Google Art Project: confiscation du domaine public

Avec le Google Art Project, vous pouvez vous promener dans de grands musées et admirer les œuvres avec zoom et résolution fantastique (enfin pas toujours). C'est si beau que ça ?

Confiscation et verrouillage du domaine public

Dans le concert uniforme de louanges, il y a heureusement une voix discordante, celle d'Adrienne Alix, présidente de Wikimedia France, qui s'exprime sur son blog, à titre personnel. Elle souligne que les œuvres sont visibles en format Flash (beurk) et dans un cadre fermé. Vous regardez mais vous ne pouvez pas réutiliser ces images dont les originaux sont pour la plupart du domaine public. Le partage de ces images est très limité : Facebook, Twitter, Google Buzz et par mail. Bref, tout du beurk sauf le mail (enfin pas sous Hotmail ni sous GMail). Comme c'est restreint !
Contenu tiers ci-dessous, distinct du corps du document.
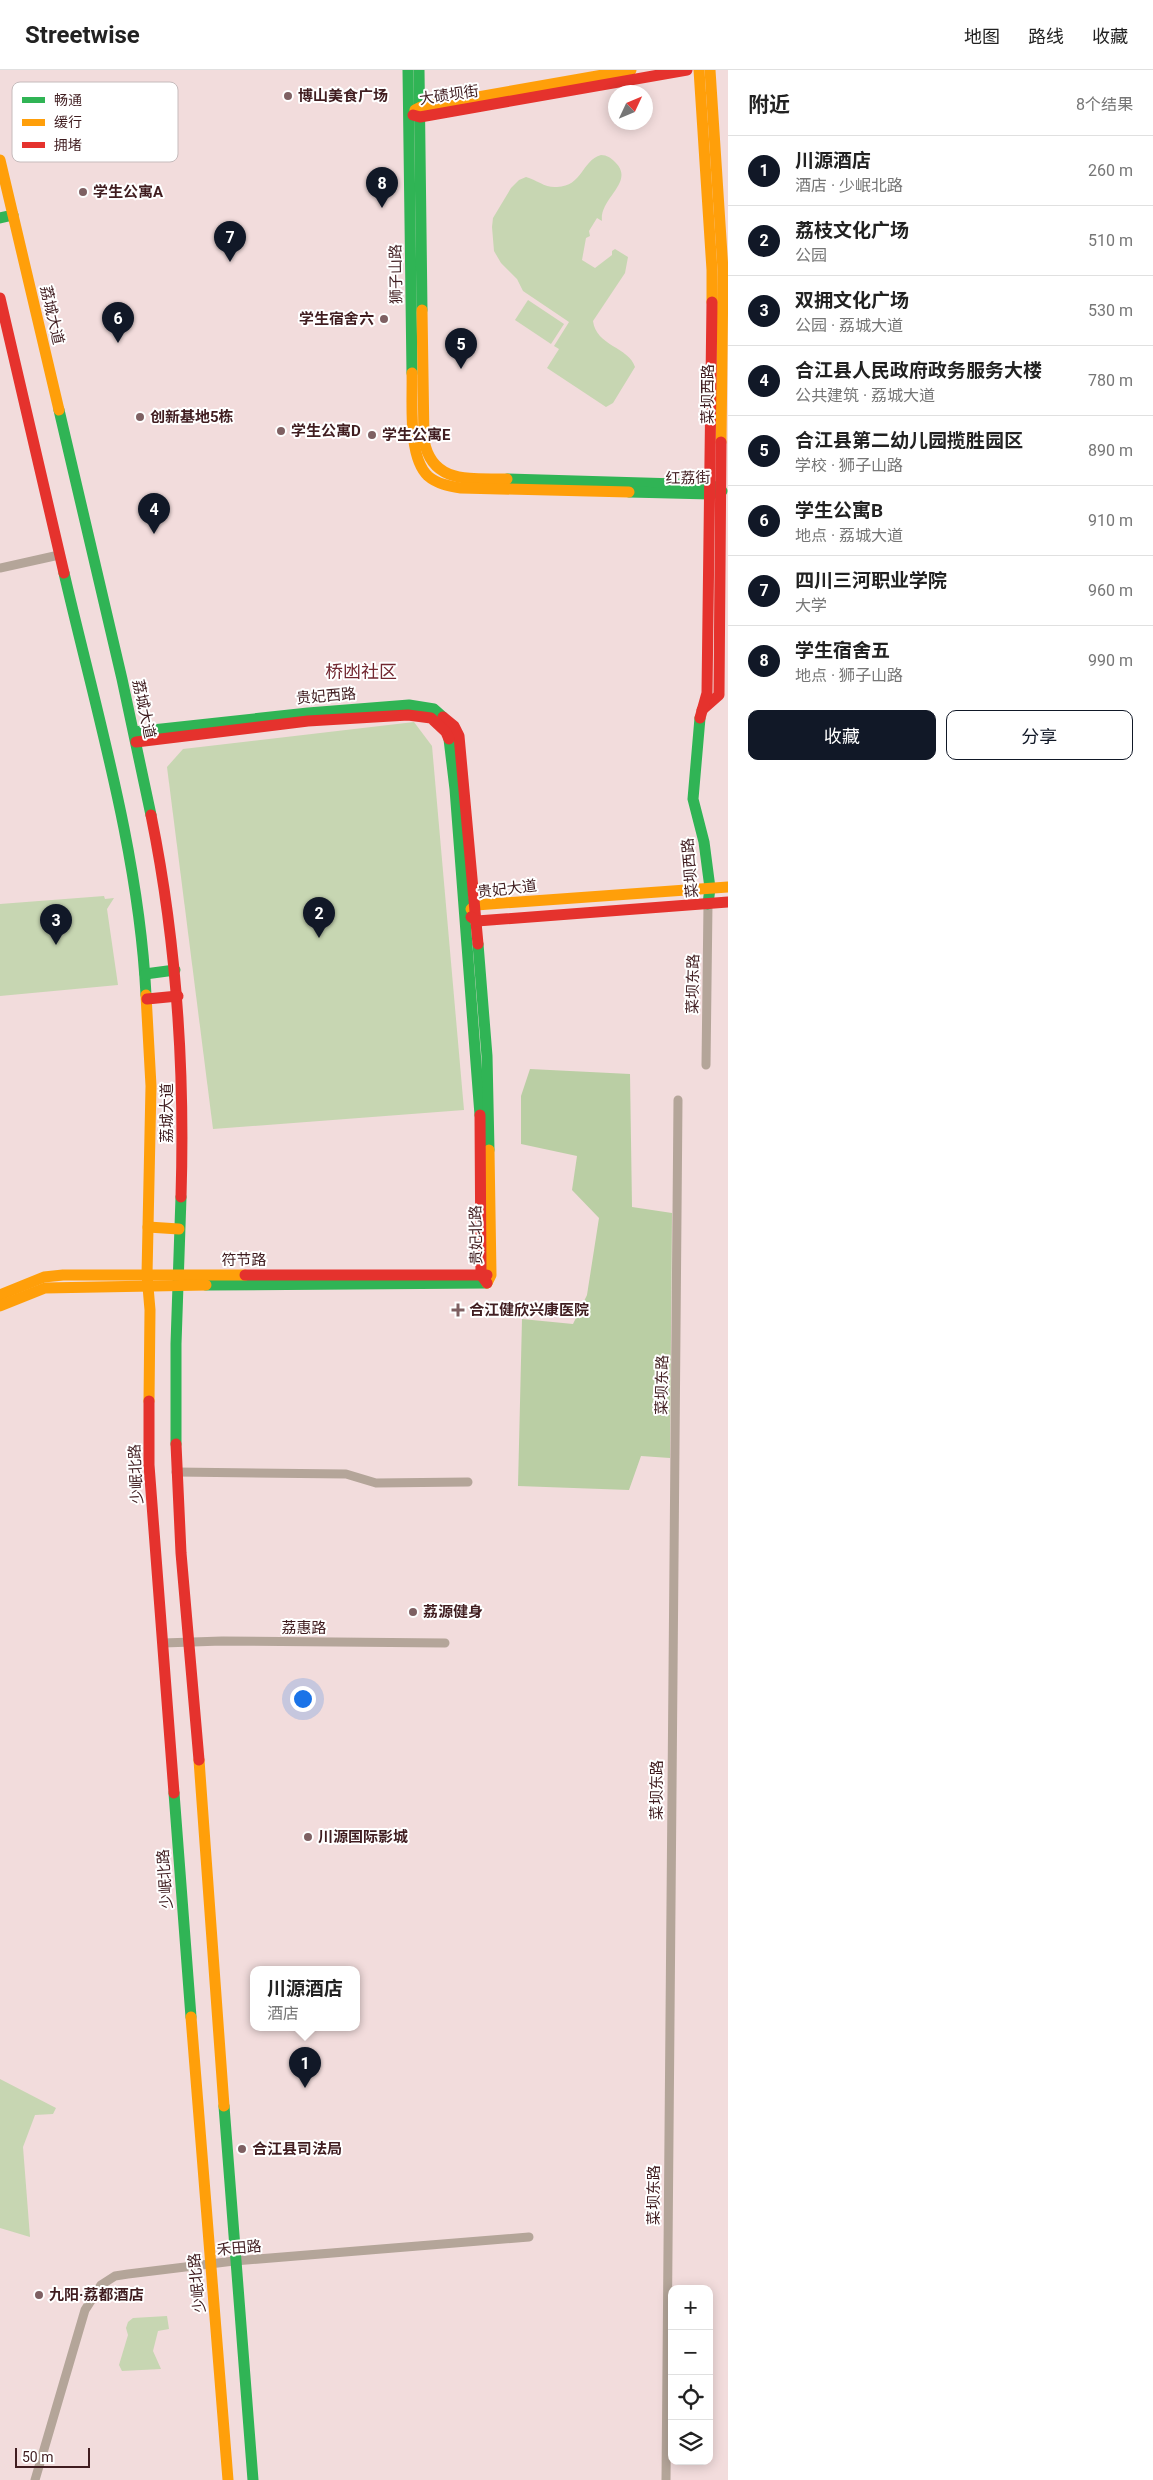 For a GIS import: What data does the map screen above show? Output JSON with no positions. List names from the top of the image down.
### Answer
{
  "streets": {
    "main road": [
      "大碛坝街",
      "狮子山路",
      "荔城大道",
      "菜坝西路",
      "红荔街",
      "贵妃西路",
      "贵妃大道",
      "贵妃北路",
      "符节路",
      "少岷北路"
    ],
    "street": ["菜坝东路", "荔惠路", "禾田路"]
  },
  "crossings": [
    ["大碛坝街", "狮子山路"],
    ["狮子山路", "红荔街"],
    ["荔城大道", "贵妃西路"],
    ["荔城大道", "符节路"],
    ["荔城大道", "少岷北路"],
    ["菜坝西路", "红荔街"],
    ["菜坝西路", "贵妃大道"],
    ["菜坝西路", "菜坝东路"],
    ["贵妃西路", "贵妃大道"],
    ["贵妃西路", "贵妃北路"],
    ["贵妃大道", "菜坝东路"],
    ["贵妃大道", "贵妃北路"],
    ["贵妃北路", "符节路"],
    ["符节路", "少岷北路"],
    ["少岷北路", "荔惠路"],
    ["少岷北路", "禾田路"]
  ],
  "districts": ["桥凼社区"],
  "places": {
    "other": [
      "博山美食广场",
      "学生公寓A",
      "学生宿舍六",
      "创新基地5栋",
      "学生公寓D",
      "学生公寓E",
      "荔源健身",
      "川源国际影城",
      "合江县司法局",
      "九阳·荔都酒店"
    ],
    "health": ["合江健欣兴康医院"]
  },
  "legend": ["畅通", "缓行", "拥堵"],
  "scale_bar": "50 m",
  "north": "top right",
  "page": {
    "header": "Streetwise",
    "nav": ["地图", "路线", "收藏"],
    "heading": ["附近", "8个结果"],
    "list": [
      {
        "mark": "1",
        "name": "川源酒店",
        "note": "酒店 · 少岷北路",
        "value": "260 m"
      },
      {
        "mark": "2",
        "name": "荔枝文化广场",
        "note": "公园",
        "value": "510 m"
      },
      {
        "mark": "3",
        "name": "双拥文化广场",
        "note": "公园 · 荔城大道",
        "value": "530 m"
      },
      {
        "mark": "4",
        "name": "合江县人民政府政务服务大楼",
        "note": "公共建筑 · 荔城大道",
        "value": "780 m"
      },
      {
        "mark": "5",
        "name": "合江县第二幼儿园揽胜园区",
        "note": "学校 · 狮子山路",
        "value": "890 m"
      },
      {
        "mark": "6",
        "name": "学生公寓B",
        "note": "地点 · 荔城大道",
        "value": "910 m"
      },
      {
        "mark": "7",
        "name": "四川三河职业学院",
        "note": "大学",
        "value": "960 m"
      },
      {
        "mark": "8",
        "name": "学生宿舍五",
        "note": "地点 · 狮子山路",
        "value": "990 m"
      }
    ],
    "pins": [
      "8",
      "7",
      "6",
      "5",
      "4",
      "2",
      "3",
      "1"
    ],
    "buttons": ["收藏", "分享"],
    "popup": ["川源酒店", "酒店"],
    "map_buttons": ["+", "−"],
    "scale": "50 m"
  }
}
Ces restrictions s'accompagnent du pire qui est la confiscation et la réappropriation sous Copyright des œuvres numérisés par Google.

Google Art Project vous empêche de télécharger ces images qui sont pourtant des images d'œuvres appartenant au domaine public, donc à nous tous.

Voici donc un extrait du billet d'Adrienne Alix :

Les wikimédiens passent énormément de temps à prendre de belles photographies de ces œuvres pour les mettre librement à disposition sur Wikimedia Commons et permettre à tous de les réutiliser. Il est souvent difficile de faire admettre aux musées qu’il est bon de permettre cette très large diffusion de la culture. Les choses changent peu à peu, le dialogue s’engage ces derniers temps, et c’est une très bonne chose. Nos points d’achoppement avec les musées tiennent souvent à la crainte de «mauvaise utilisation» des œuvres, le domaine public leur fait peur parce qu’ils perdent totalement le contrôle sur ces œuvres (notamment la réutilisation commerciale). Ils discutent cependant avec nous parce qu’ils ont conscience qu’il est impensable aujourd’hui de ne pas diffuser ses œuvres sur internet, et Wikipédia est tout de même une voie royale de diffusion, par le trafic énorme drainé dans le monde entier (…).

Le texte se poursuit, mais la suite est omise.